Regarding the leather gater:



> You can see an inch or so inside, but all you can see is leather gaiter - there is no visible access to any of the workings of the gearchange mechanism whatsoever. When you are sitting in your drivers seat or passenger seat and look over, there is not a gaping chasm of any sort all your eye picks up is the shiftgate as the gaiter being black simply disguises everything else.


----------



## 26pt2 (Jul 14, 2008)

Put me down as in--but I need a 5 speed. Many thanks!


----------



## l88m22vette (Mar 2, 2006)

So wait does that mean a spacer is required to get the gate plate to work?


----------



## Neb (Jan 25, 2005)

yes it does. otherwise the 'giblits' will hit the shift gate


----------



## l88m22vette (Mar 2, 2006)

Is it going to be a separate piece, or will it be incorporated into the new gate? (sorry if I missed the comment...)


----------



## motorefugee (Jun 2, 2010)

Count me in for a 5 speed. This thing is the bee's knee's.


----------



## Neb (Jan 25, 2005)

I believe it's a spacer (so just the outer ring) that goes underneath the shift gate part.


----------



## cdougyfresh (Sep 16, 2004)

kinda torn b/c i'm not sure if this will work with my shift knob... but I still have my old knob so lets put me in for one.


----------



## btc3076 (Feb 23, 2009)

count me in for a 5-speed version!


----------



## Neb (Jan 25, 2005)

updated list! 


1. Neb 
2. l88m22vette 
3. PDubbs20AE 
4. DeckManDubs 
5. fijitt 
6. speed51133! 
7. jetta2.8 
8. 26pt2 (5-speed) 
9. motorefugee (5-speed) 
10. cdougyfresh 
11. btc3076 (5-speed)


----------



## speed51133! (Aug 5, 2002)

looks good. 
just to reconfirm, this does work with the stock shifter, right? 
and the gate wont get in the way of shifting, right?


----------



## Neb (Jan 25, 2005)

yes that is correct. Will work with the stock shifter and won't be a problem shifting.


----------



## jetta2.8 (May 18, 2009)

I can't wait for this!! Haha show season is here and my center console begs for this:laugh:


----------



## jetta2.8 (May 18, 2009)

Charlie, or Neb. Sorry for being so impatient haha, but is there a date for us 2nd run folks? I just bought coils and would like to buy spacers ect. and am trying to set some money aside for this shift gate. Sorry for being a burden.
-James


----------



## Neb (Jan 25, 2005)

ok the 6-speeds are ready to go out Monday. I'll be pm'ing people that have put their name on the list for those versions this week. I'm up at the cottage all this week so bear with me if I don't respond right away as the internet is a little sketchy. Here's the paypal info:



> I will take payments this week so if they want to go ahead and pay the £100 via Paypal as a gift on [email protected] making sure they include their full name and address as it needs to appear on the envelope that would be all I need to get them out, may even be Friday depending what time I can collect them.


----------



## jetta2.8 (May 18, 2009)

When mine comes I'll start a new thread and post some pics. :thumbup:


----------



## mdfizer (Nov 10, 2006)

you can add me to the list of confirmed to buy one (5-speed one)


----------



## Neb (Jan 25, 2005)

added!


----------



## TTC2k5 (May 23, 2008)

Installed and driving impressions.


http://forums.fourtitude.com/showthread.php?4943988-TT-shift-gate-install-and-driving-impressions


----------



## DUBBED-OUT (Mar 21, 2008)

*WTB stock shift boot*

I want to buy a stock MK1 TT shift boot I know that a few of you has recently order shiftgate...


----------



## jetta2.8 (May 18, 2009)

DUBBED-OUT said:


> I want to buy a stock MK1 TT shift boot I know that a few of you has recently order shiftgate...

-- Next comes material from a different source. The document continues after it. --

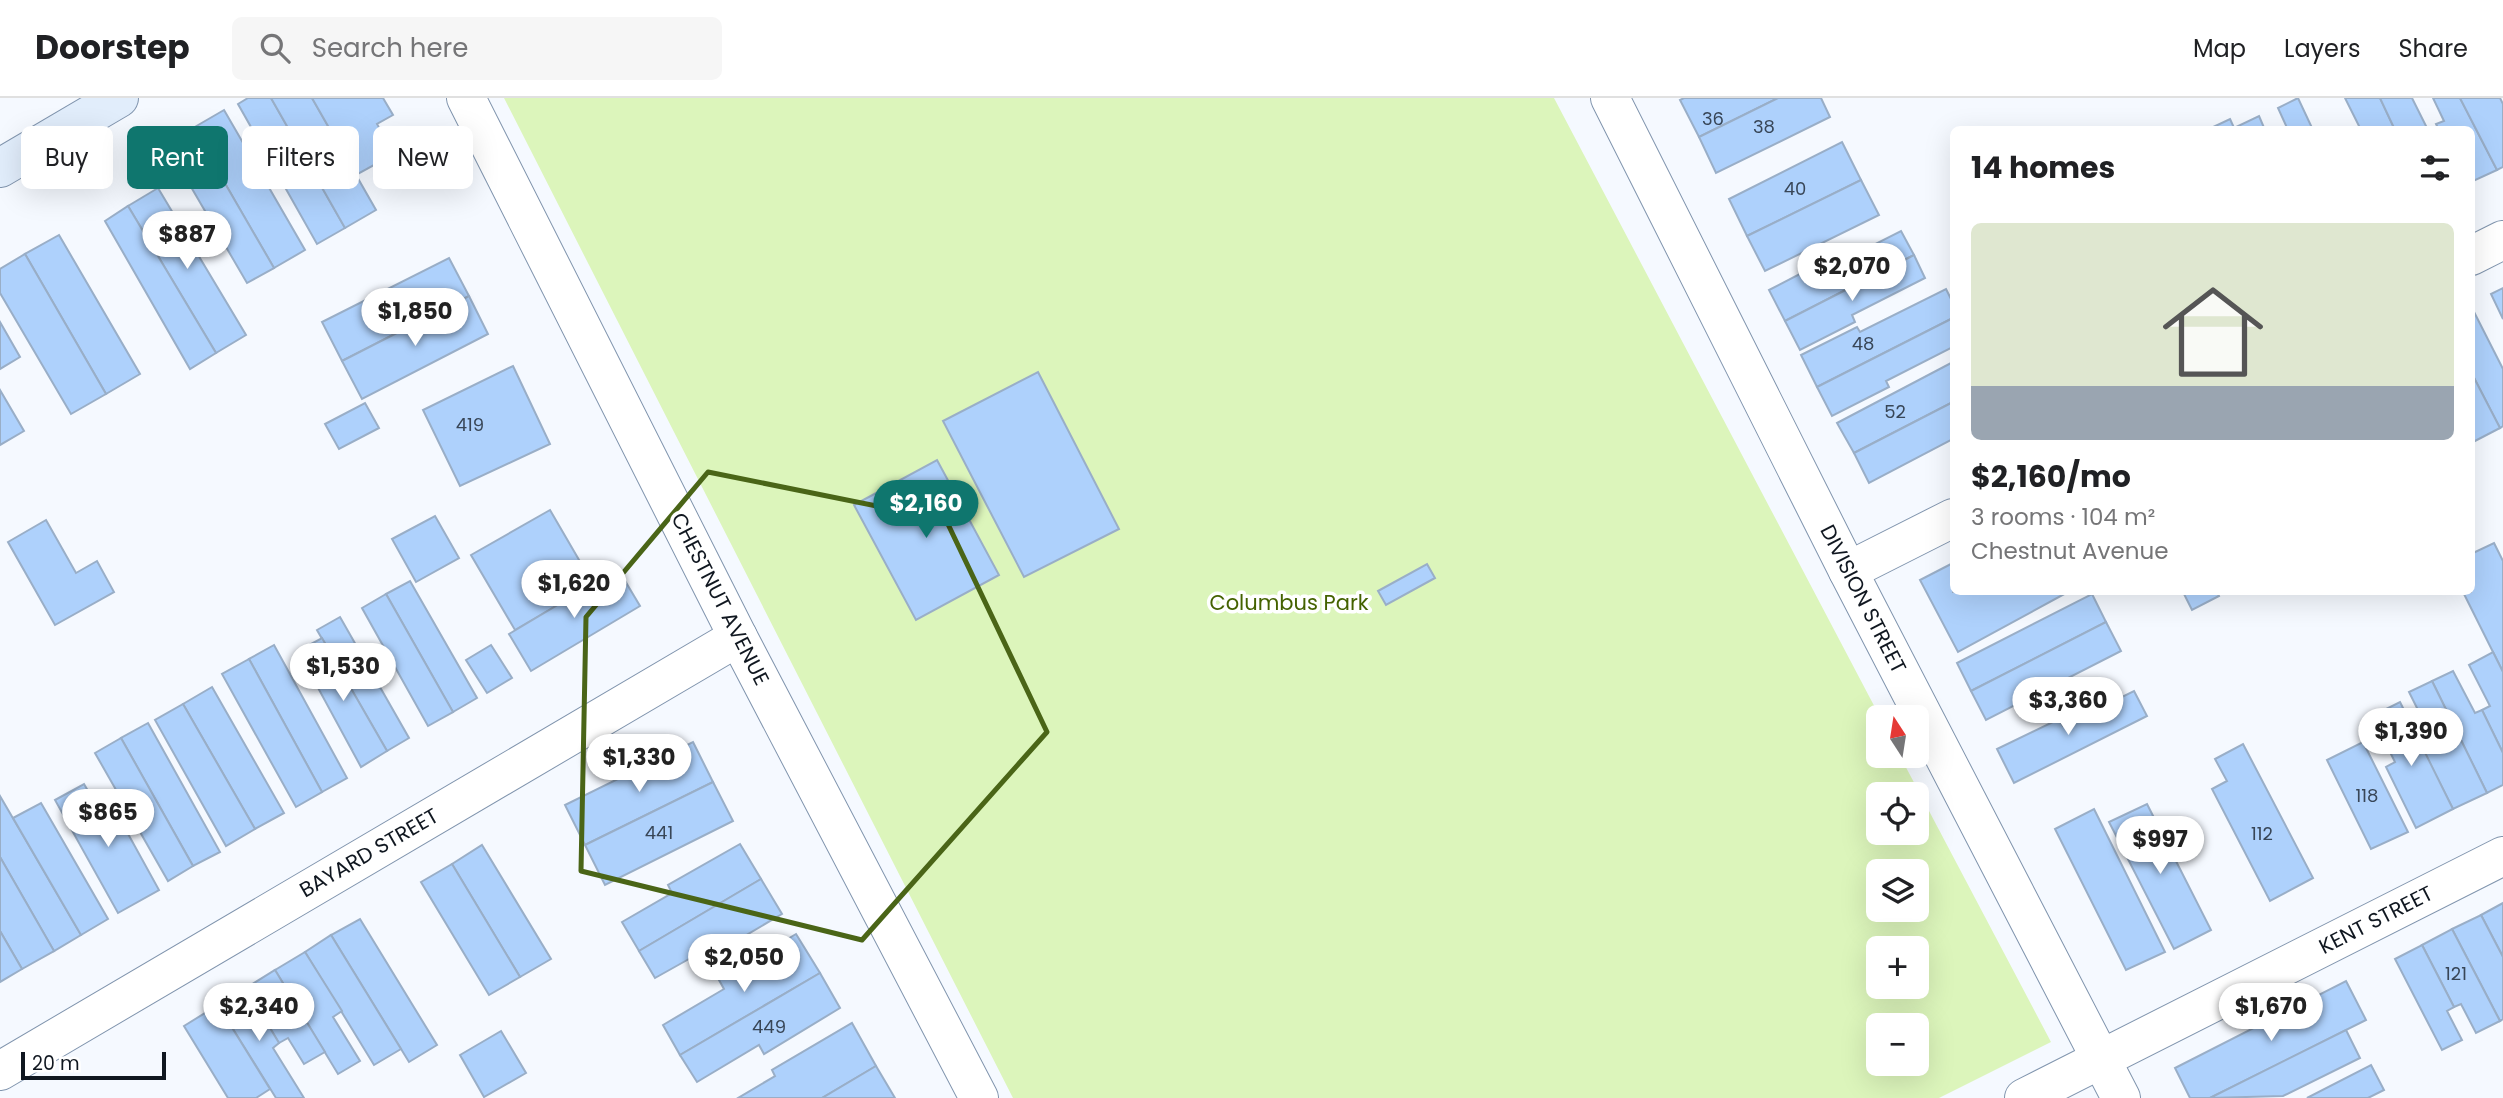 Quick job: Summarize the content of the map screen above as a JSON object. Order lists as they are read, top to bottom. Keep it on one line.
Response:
{"streets":{"street":["CHESTNUT AVENUE","DIVISION STREET","BAYARD STREET","KENT STREET"]},"crossings":[["CHESTNUT AVENUE","BAYARD STREET"],["DIVISION STREET","KENT STREET"]],"parks":["Columbus Park"],"house_numbers":["36","38","40","48","52","419","118","441","112","121","449"],"scale_bar":"20 m","north":"top","page":{"header":"Doorstep","search":"Search here","nav":["Map","Layers","Share"],"chip":["Buy","Rent","Filters","New"],"heading":"14 homes","list":[{"name":"$2,160/mo","note":"3 rooms · 104 m² · Chestnut Avenue"}],"price":["$887","$2,070","$1,850","$2,160","$1,620","$1,530","$3,360","$1,390","$1,330","$865","$997","$2,050","$2,340","$1,670"],"map_buttons":["+","−"],"scale":"20 m"}}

I would sell you mine, but it's got a tear.


----------



## DUBBED-OUT (Mar 21, 2008)

PM sent


----------



## Neb (Jan 25, 2005)

Wanted to add this note from Charlie:



> the shiftgate can't account for the potential for worn linkages, however due to its design it will wear its own path over a short period of use and alleviate any issue. Also it is designed to give a click clack noise and this involves some touching - as long as the gearchange is not prevented it will be fine


----------



## jetta2.8 (May 18, 2009)

To comment on the above I had thought of this and really wasn't surprised. Not a big deal in my mind. It's still a great product:thumbup:


----------



## DUBBED-OUT (Mar 21, 2008)

I don't if this is the same as.....


----------



## Mattionals (Mar 9, 2005)

Wow, the German Metal Designer one is definitely lacking in fit, finish, and quality compared to the one that Charlie has had manufactured. I love mine to death, and the click clack is great.

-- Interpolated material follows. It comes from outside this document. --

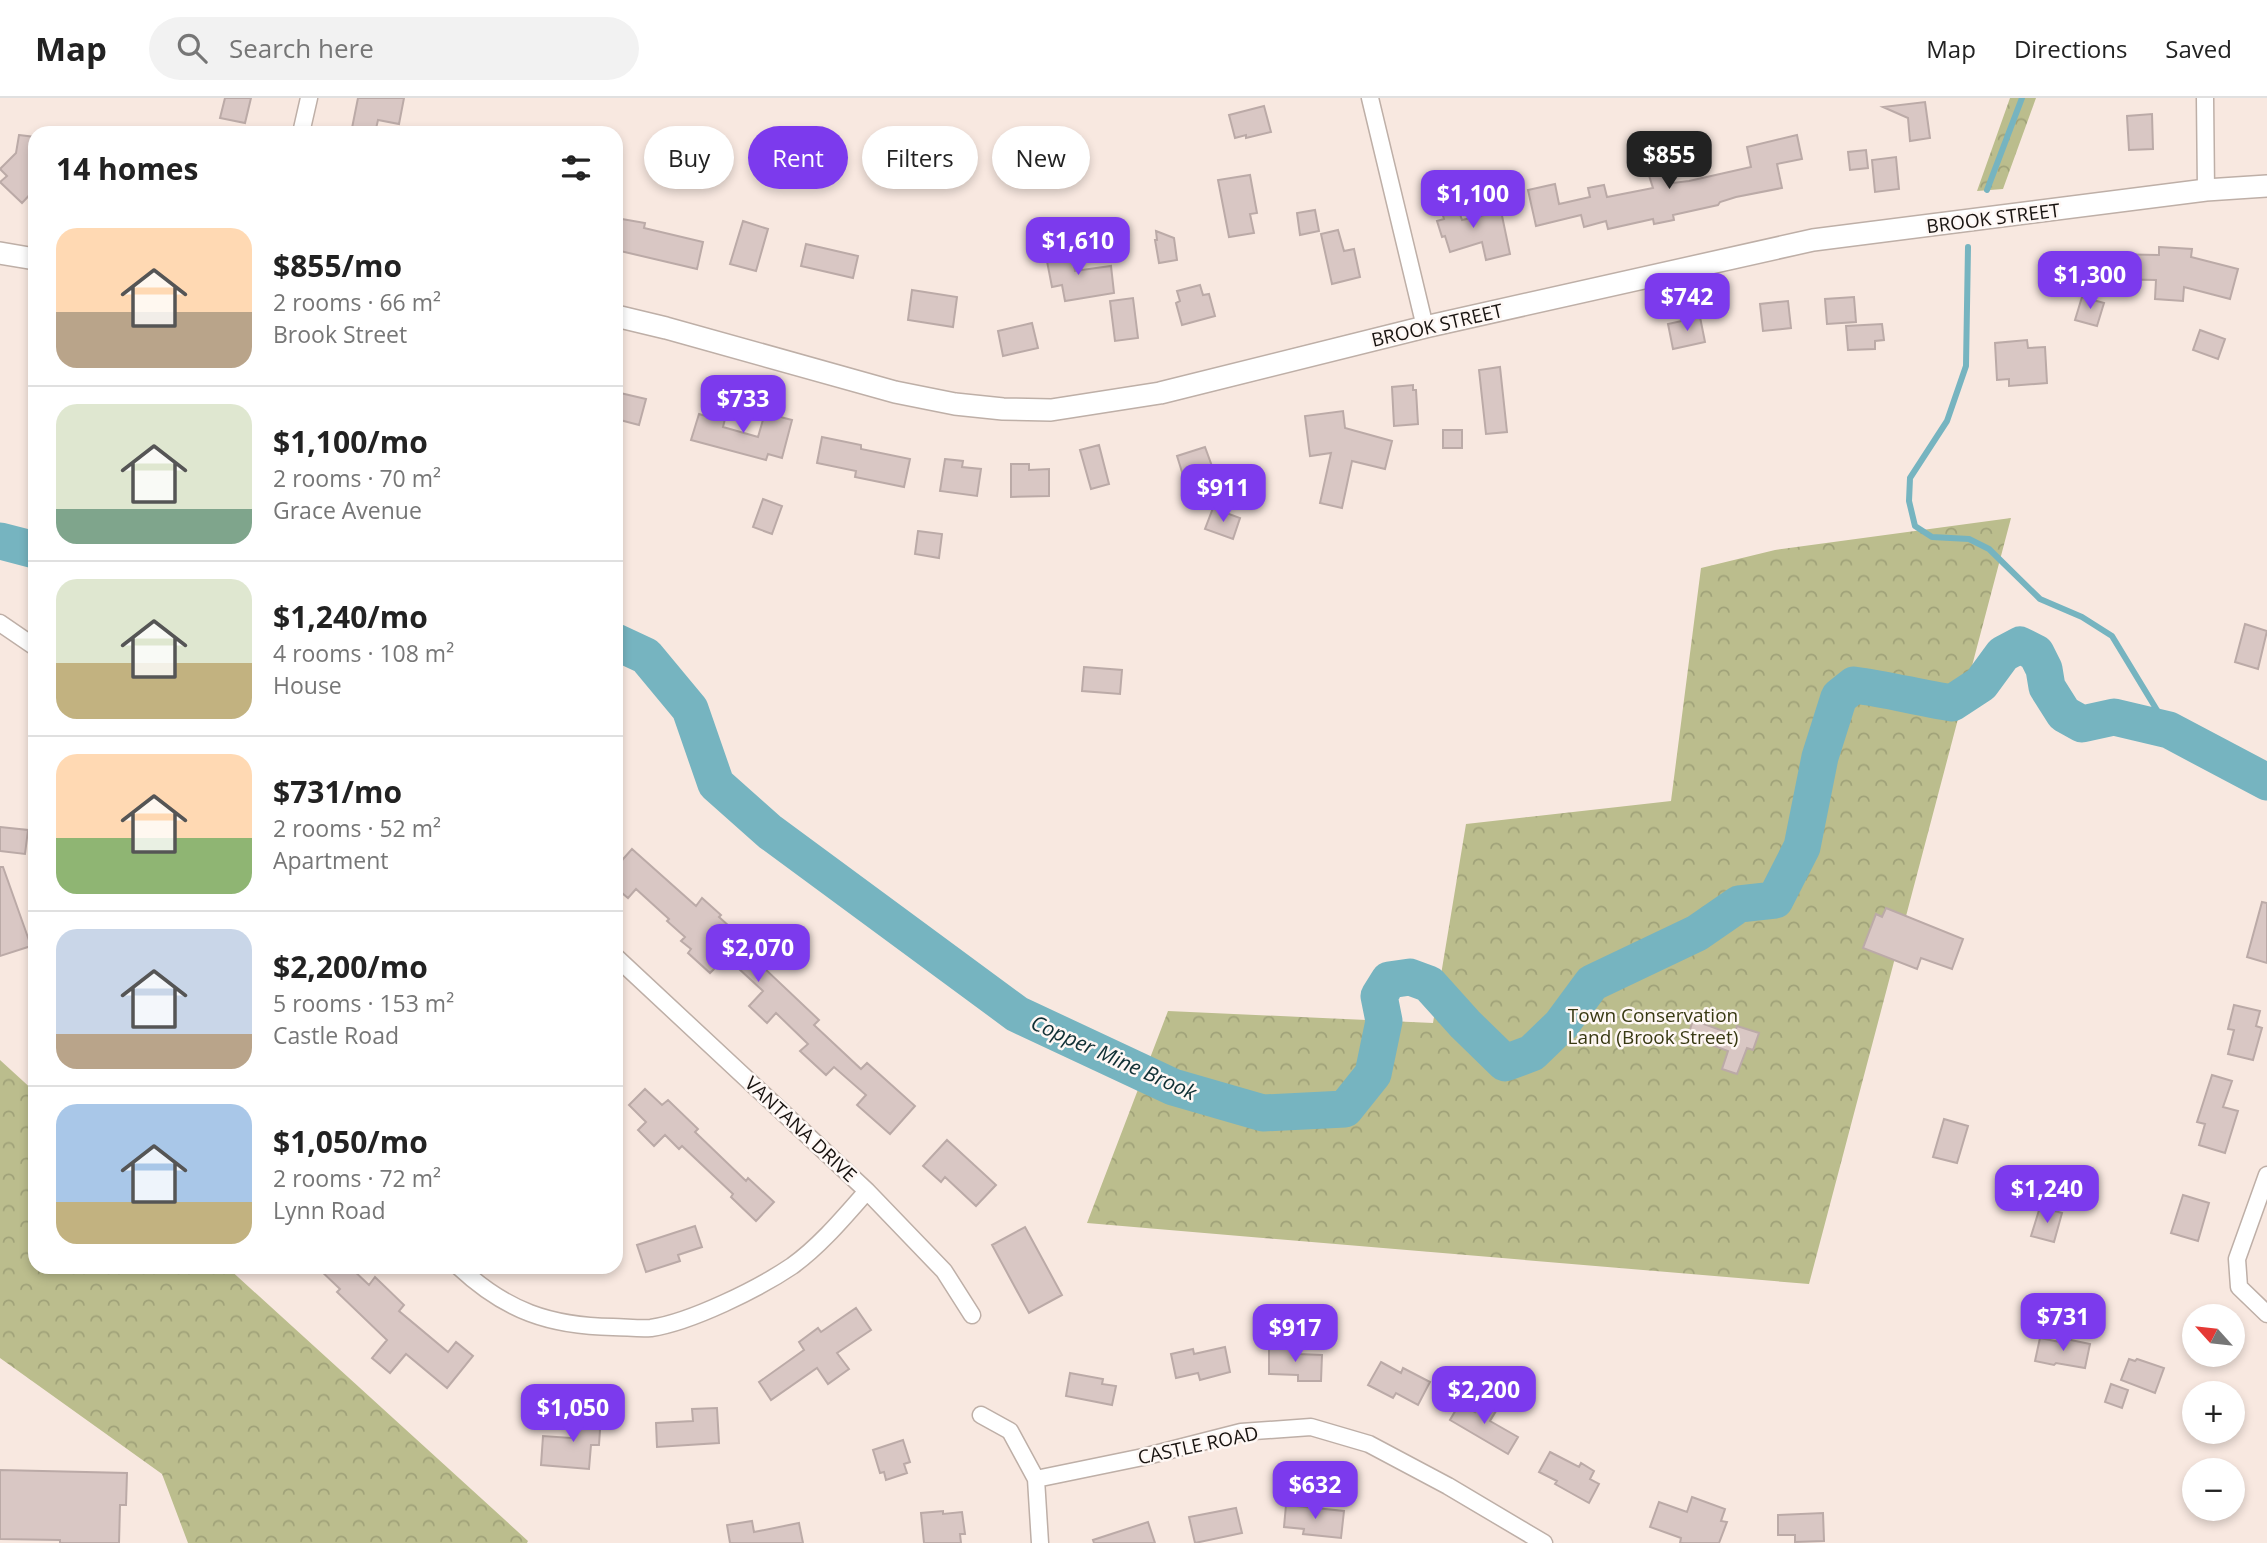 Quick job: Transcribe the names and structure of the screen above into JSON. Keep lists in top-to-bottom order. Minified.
{"streets":{"street":["BROOK STREET","VANTANA DRIVE","CASTLE ROAD"]},"water":["Copper Mine Brook"],"parks":["Town Conservation Land (Brook Street)"],"north":"top left","page":{"header":"Map","search":"Search here","nav":["Map","Directions","Saved"],"chip":["Buy","Rent","Filters","New"],"heading":"14 homes","price":["$855","$1,100","$1,610","$1,300","$742","$733","$911","$2,070","$1,240","$731","$917","$2,200","$1,050","$632"],"list":[{"name":"$855/mo","note":"2 rooms · 66 m² · Brook Street"},{"name":"$1,100/mo","note":"2 rooms · 70 m² · Grace Avenue"},{"name":"$1,240/mo","note":"4 rooms · 108 m² · House"},{"name":"$731/mo","note":"2 rooms · 52 m² · Apartment"},{"name":"$2,200/mo","note":"5 rooms · 153 m² · Castle Road"},{"name":"$1,050/mo","note":"2 rooms · 72 m² · Lynn Road"}],"map_buttons":["+","−"]}}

The German one looks flimsy and not having an individual gate for reverse is cheesy. Charlie's is by far the best looking product out there, and I have had zero problems with engaging gears, just the common leather gaiter problems that I should sort out tonight.


----------



## TheDeckMan (Sep 26, 2004)

Ok, so after throwing it in the Bridgeport and machining off .030" off the far side of 5/6th gear for clearance, I then proceeded to machine all the lower parts of the gear fingers to put .050-.090" chamfer's the shaft still rubs quite a bit. Another problem I have noticed with mine is that the holes are not aligned from the center of the spacer and the gate plate. The concentricity is out ~ .080-.100". 

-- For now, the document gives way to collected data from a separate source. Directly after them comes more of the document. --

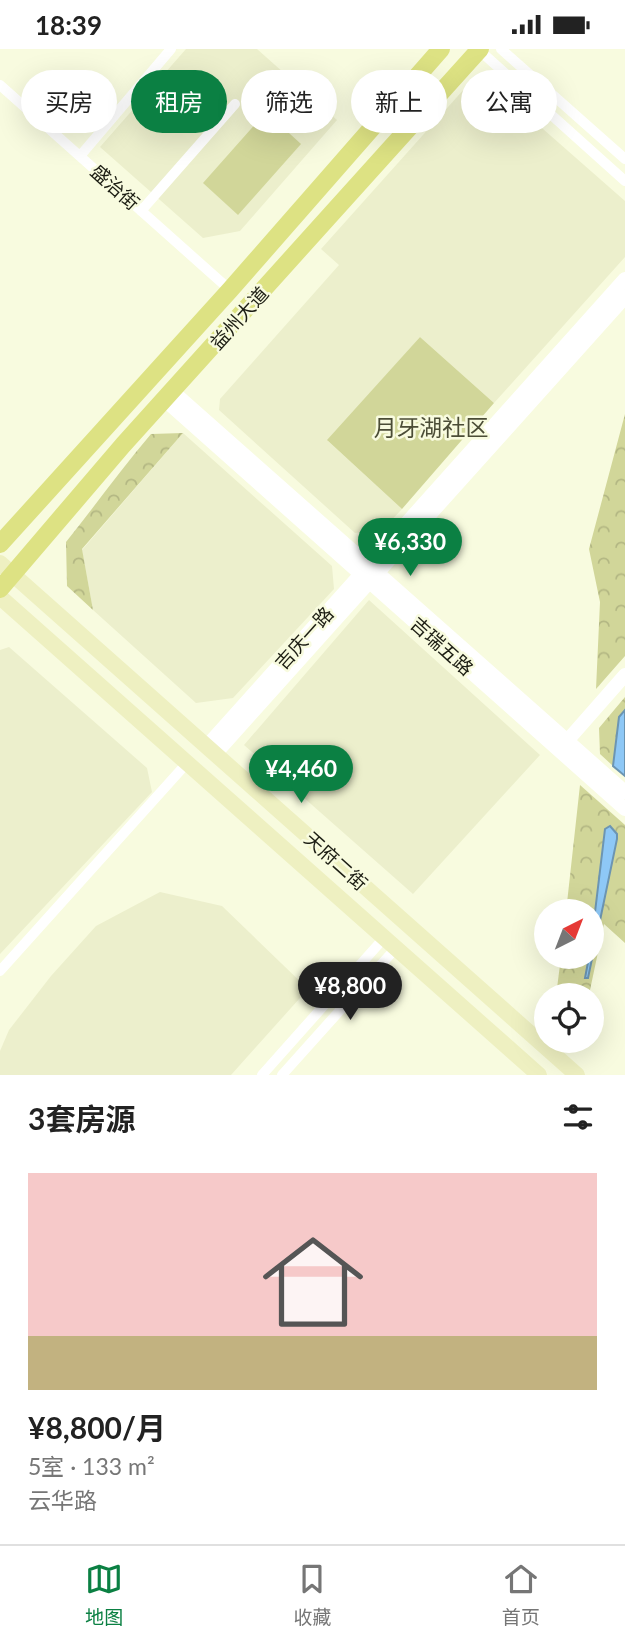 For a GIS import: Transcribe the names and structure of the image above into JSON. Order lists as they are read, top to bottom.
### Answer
{
  "streets": {
    "main road": ["益州大道", "天府二街"],
    "street": ["盛治街", "吉庆一路", "吉瑞五路"]
  },
  "crossings": [
    ["盛治街", "益州大道"],
    ["益州大道", "吉瑞五路"],
    ["益州大道", "天府二街"],
    ["吉庆一路", "吉瑞五路"],
    ["吉庆一路", "天府二街"]
  ],
  "districts": ["月牙湖社区"],
  "north": "top right",
  "page": {
    "status": "18:39",
    "chip": [
      "买房",
      "租房",
      "筛选",
      "新上",
      "公寓"
    ],
    "price": ["¥6,330", "¥4,460", "¥8,800"],
    "heading": "3套房源",
    "list": [
      {
        "name": "¥8,800/月",
        "note": "5室 · 133 m² · 云华路"
      }
    ],
    "tabs": ["地图", "收藏", "首页"]
  }
}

Not a bad piece if you dont mind spending some time and re-working it a good bit. I pulled it out and just ran the shift boot and riser. Alignment between 3-4th seems to be and issue as it hits the point of the gate by .060" and then aligns it self. 

Solution would be to 
1. Machine the gate plate and riser from one block of aluminum on the O.D. then put the mounting holes into the piece as it is jigged in the machine and would eliminate the problem of concentricity. 

2. Use an EDM to cut the gates out and back cut a relief under the gates for R,1,2,5,6 so the shaft will not hit.

I would also shorten up the gates position to the center as for fast track it increases the probability of a mis-shift exponentially.

-Noah


----------



## weenerdog3443 (Jul 5, 2007)

I would love this for my mk4 jetta... i talked to a couple places 2 years ago but no one wanted to step up to the plate


----------



## BeasTToftheEast (Sep 20, 2007)

*hey*

I am interested as long as the engagement is smooth and it comes with everything needed to set it up, plus I would like to pay the extra to have a weighted metal knob come with it as well.


----------



## TTC2k5 (May 23, 2008)

TTguy30 said:


> I am interested as long as the engagement is smooth and it comes with everything needed to set it up, plus I would like to pay the extra to have a weighted metal knob come with it as well.


The ttspares gate comes with everything except a new knob. I'm using my OEM knob know, but will most likely get an aftermarket weighted alum knob at a later date.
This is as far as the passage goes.